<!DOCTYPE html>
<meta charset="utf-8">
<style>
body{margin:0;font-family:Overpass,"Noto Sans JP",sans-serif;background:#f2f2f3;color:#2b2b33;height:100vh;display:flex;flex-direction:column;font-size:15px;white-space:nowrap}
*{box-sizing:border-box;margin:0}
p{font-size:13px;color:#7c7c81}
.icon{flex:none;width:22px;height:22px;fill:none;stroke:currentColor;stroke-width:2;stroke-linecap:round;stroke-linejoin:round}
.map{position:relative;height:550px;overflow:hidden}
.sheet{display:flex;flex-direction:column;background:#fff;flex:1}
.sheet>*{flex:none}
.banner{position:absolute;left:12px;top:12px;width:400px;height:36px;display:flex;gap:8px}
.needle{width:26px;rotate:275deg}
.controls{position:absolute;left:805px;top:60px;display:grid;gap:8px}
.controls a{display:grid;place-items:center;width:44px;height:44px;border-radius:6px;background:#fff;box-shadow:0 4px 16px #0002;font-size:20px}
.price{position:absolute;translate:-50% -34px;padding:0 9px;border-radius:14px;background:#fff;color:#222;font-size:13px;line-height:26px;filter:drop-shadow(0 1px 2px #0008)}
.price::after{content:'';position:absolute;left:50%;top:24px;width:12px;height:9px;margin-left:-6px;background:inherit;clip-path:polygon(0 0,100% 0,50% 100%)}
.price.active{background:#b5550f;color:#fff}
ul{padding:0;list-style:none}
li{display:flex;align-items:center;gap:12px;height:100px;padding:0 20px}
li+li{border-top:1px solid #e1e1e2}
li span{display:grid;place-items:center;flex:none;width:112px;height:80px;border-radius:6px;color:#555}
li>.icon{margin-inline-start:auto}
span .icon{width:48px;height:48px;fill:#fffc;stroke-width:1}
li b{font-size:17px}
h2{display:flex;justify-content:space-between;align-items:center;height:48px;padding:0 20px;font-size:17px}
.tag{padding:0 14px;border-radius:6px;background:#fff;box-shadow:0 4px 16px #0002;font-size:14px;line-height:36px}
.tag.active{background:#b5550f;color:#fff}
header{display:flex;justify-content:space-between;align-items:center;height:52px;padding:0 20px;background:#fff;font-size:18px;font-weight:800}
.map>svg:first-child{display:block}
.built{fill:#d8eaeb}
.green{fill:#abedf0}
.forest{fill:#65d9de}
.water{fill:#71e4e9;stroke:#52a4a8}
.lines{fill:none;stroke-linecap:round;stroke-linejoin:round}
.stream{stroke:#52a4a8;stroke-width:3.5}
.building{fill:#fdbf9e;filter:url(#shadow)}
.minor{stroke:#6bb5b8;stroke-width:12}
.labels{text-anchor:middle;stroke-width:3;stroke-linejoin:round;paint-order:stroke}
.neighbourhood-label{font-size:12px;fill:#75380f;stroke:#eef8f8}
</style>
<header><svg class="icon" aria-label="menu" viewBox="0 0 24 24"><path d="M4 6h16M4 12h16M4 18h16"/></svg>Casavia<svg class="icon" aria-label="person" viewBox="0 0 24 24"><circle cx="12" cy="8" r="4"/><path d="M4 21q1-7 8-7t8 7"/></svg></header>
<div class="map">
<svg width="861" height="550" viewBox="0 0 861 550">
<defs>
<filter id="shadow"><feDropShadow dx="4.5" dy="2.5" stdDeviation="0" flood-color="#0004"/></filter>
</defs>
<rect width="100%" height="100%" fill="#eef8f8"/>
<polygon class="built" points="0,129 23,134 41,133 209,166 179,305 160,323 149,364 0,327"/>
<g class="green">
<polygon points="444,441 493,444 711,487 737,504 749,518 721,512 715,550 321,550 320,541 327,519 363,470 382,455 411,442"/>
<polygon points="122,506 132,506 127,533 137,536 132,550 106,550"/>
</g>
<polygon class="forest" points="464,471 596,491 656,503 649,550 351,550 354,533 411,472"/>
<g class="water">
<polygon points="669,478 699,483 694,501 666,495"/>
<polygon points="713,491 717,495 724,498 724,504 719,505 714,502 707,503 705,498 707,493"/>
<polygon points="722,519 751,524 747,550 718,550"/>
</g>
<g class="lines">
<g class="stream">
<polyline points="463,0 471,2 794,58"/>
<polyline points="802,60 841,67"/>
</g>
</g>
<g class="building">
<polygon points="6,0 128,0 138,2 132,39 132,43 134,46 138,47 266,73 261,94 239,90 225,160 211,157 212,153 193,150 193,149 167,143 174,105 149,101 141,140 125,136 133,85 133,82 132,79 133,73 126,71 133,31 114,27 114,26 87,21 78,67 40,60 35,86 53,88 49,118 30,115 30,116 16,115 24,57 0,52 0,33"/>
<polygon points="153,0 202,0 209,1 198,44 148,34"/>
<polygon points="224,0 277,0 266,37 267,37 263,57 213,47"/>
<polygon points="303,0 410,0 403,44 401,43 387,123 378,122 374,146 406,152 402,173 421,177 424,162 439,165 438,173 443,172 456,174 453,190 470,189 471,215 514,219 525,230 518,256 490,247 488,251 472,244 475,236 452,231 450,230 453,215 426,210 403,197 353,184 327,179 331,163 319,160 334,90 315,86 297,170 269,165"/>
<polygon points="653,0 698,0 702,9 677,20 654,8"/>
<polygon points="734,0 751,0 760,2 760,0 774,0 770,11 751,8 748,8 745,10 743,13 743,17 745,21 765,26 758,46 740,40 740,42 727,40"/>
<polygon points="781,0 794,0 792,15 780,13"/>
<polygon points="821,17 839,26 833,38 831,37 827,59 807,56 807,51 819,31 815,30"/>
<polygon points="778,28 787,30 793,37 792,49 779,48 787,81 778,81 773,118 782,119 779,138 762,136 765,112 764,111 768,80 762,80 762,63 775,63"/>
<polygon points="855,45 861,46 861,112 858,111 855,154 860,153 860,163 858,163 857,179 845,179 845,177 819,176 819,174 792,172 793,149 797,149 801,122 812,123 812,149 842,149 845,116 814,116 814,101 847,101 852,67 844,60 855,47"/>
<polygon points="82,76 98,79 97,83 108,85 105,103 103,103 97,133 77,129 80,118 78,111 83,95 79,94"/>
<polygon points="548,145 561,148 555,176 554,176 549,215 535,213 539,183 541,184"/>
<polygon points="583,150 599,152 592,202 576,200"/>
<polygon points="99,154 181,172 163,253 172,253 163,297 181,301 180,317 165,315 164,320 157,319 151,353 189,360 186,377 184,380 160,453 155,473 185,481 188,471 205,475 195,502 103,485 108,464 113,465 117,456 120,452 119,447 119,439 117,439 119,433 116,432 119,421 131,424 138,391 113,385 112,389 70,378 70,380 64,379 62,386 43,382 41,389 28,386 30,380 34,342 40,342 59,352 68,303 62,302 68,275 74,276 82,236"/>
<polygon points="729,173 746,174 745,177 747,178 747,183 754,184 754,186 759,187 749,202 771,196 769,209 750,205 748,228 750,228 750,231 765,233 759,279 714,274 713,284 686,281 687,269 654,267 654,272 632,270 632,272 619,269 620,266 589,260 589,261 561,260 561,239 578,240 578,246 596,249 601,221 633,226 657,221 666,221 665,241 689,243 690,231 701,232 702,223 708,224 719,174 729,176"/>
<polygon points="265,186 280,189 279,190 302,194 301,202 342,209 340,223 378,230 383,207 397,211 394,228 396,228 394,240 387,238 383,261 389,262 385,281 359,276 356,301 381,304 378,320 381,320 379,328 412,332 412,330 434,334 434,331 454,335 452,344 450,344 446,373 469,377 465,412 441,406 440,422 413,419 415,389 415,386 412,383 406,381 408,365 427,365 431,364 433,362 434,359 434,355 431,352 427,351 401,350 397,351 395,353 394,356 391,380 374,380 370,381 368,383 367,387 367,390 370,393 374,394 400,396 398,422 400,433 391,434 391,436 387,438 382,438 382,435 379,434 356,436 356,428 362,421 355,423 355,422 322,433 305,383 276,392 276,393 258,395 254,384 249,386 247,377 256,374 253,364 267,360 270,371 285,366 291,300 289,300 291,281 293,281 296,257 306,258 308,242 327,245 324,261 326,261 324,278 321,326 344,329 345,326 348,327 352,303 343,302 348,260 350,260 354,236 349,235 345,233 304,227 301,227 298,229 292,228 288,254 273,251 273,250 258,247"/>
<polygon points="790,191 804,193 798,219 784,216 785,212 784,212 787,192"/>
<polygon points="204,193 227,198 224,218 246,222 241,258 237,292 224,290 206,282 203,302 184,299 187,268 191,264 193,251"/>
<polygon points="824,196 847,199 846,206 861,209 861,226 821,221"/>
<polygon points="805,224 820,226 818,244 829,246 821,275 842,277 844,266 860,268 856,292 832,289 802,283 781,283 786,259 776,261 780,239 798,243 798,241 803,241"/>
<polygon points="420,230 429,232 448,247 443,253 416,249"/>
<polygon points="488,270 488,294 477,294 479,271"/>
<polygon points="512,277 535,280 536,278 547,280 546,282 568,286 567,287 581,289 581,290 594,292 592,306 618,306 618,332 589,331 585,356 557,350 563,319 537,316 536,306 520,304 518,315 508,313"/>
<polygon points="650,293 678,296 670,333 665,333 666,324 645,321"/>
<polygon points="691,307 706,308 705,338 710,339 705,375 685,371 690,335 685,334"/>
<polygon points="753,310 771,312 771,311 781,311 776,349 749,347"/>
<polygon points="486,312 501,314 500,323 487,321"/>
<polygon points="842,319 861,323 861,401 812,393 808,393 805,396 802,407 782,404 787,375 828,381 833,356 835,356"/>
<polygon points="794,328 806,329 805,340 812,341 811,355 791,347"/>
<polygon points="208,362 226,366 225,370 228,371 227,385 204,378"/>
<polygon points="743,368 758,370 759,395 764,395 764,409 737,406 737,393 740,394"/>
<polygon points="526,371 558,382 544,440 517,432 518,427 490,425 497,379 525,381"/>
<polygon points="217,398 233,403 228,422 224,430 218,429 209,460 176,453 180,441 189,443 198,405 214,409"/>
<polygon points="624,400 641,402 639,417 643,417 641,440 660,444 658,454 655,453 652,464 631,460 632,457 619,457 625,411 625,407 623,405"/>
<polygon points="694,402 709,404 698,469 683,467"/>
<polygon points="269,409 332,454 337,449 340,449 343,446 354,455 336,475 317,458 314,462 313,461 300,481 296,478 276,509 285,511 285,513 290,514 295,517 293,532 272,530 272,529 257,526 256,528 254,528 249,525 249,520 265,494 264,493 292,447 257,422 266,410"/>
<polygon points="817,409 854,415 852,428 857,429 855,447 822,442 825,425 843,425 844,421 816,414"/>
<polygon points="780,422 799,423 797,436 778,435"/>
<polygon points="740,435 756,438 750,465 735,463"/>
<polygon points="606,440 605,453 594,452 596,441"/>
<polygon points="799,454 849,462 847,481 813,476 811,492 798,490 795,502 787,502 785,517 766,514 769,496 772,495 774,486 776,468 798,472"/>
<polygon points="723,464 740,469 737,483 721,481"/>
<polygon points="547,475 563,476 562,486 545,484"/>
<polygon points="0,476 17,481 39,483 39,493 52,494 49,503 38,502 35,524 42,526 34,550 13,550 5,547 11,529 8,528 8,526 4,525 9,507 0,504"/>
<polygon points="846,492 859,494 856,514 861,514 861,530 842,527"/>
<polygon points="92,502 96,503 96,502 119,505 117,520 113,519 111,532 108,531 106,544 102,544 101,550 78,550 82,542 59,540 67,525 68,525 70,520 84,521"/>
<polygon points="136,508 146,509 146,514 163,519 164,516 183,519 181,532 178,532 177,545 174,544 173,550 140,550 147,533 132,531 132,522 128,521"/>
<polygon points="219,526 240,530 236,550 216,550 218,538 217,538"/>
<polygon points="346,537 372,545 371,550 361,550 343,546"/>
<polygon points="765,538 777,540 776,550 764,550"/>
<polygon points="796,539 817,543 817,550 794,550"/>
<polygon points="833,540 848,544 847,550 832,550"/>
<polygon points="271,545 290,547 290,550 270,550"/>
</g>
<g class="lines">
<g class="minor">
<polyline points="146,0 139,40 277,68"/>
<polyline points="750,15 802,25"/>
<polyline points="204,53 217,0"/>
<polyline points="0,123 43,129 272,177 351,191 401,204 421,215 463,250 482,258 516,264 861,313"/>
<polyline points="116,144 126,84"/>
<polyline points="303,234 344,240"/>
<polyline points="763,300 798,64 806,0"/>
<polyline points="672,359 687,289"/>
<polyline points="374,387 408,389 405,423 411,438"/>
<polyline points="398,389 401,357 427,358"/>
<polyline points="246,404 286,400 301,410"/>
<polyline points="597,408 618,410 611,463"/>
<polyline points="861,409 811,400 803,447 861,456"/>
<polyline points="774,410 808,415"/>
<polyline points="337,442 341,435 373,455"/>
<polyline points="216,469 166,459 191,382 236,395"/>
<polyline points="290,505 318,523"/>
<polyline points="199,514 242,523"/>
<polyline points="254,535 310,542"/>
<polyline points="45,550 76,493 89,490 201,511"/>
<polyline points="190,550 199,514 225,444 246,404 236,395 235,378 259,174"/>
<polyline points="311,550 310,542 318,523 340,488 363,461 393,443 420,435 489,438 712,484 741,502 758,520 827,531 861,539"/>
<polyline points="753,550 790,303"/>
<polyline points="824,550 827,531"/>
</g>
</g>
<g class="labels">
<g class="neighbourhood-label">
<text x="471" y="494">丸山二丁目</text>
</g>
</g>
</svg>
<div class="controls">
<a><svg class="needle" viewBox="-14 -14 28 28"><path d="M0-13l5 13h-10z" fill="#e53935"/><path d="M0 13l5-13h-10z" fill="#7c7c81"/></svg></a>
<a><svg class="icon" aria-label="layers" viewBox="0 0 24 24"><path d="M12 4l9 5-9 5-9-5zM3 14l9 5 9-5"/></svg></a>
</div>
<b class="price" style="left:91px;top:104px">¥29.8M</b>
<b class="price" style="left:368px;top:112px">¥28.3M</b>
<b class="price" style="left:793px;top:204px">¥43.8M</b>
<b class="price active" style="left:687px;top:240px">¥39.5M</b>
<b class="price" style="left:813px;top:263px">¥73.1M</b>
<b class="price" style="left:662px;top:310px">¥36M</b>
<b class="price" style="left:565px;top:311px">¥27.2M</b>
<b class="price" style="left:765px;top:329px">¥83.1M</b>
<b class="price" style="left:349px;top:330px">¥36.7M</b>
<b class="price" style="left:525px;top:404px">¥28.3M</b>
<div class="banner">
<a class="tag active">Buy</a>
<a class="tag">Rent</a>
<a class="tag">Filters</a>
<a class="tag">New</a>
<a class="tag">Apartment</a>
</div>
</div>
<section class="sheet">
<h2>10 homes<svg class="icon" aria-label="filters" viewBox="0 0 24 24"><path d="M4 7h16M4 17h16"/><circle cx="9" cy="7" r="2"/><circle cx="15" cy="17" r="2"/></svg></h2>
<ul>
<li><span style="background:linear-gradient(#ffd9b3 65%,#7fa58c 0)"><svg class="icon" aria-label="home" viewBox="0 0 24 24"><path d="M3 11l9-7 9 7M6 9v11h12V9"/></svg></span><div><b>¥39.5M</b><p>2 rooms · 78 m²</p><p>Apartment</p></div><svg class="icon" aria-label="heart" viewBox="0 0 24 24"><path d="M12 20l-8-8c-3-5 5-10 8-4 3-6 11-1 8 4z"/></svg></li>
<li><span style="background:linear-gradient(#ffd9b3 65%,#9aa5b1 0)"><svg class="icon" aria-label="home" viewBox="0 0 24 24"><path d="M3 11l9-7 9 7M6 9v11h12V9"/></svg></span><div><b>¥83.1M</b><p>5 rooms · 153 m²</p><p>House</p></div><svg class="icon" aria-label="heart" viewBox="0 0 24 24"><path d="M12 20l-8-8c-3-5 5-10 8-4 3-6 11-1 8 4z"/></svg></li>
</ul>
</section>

| What to do |
The word "justify" appears in some lines of the data; state how many such lines there are, and nothing further.

| Reply |
2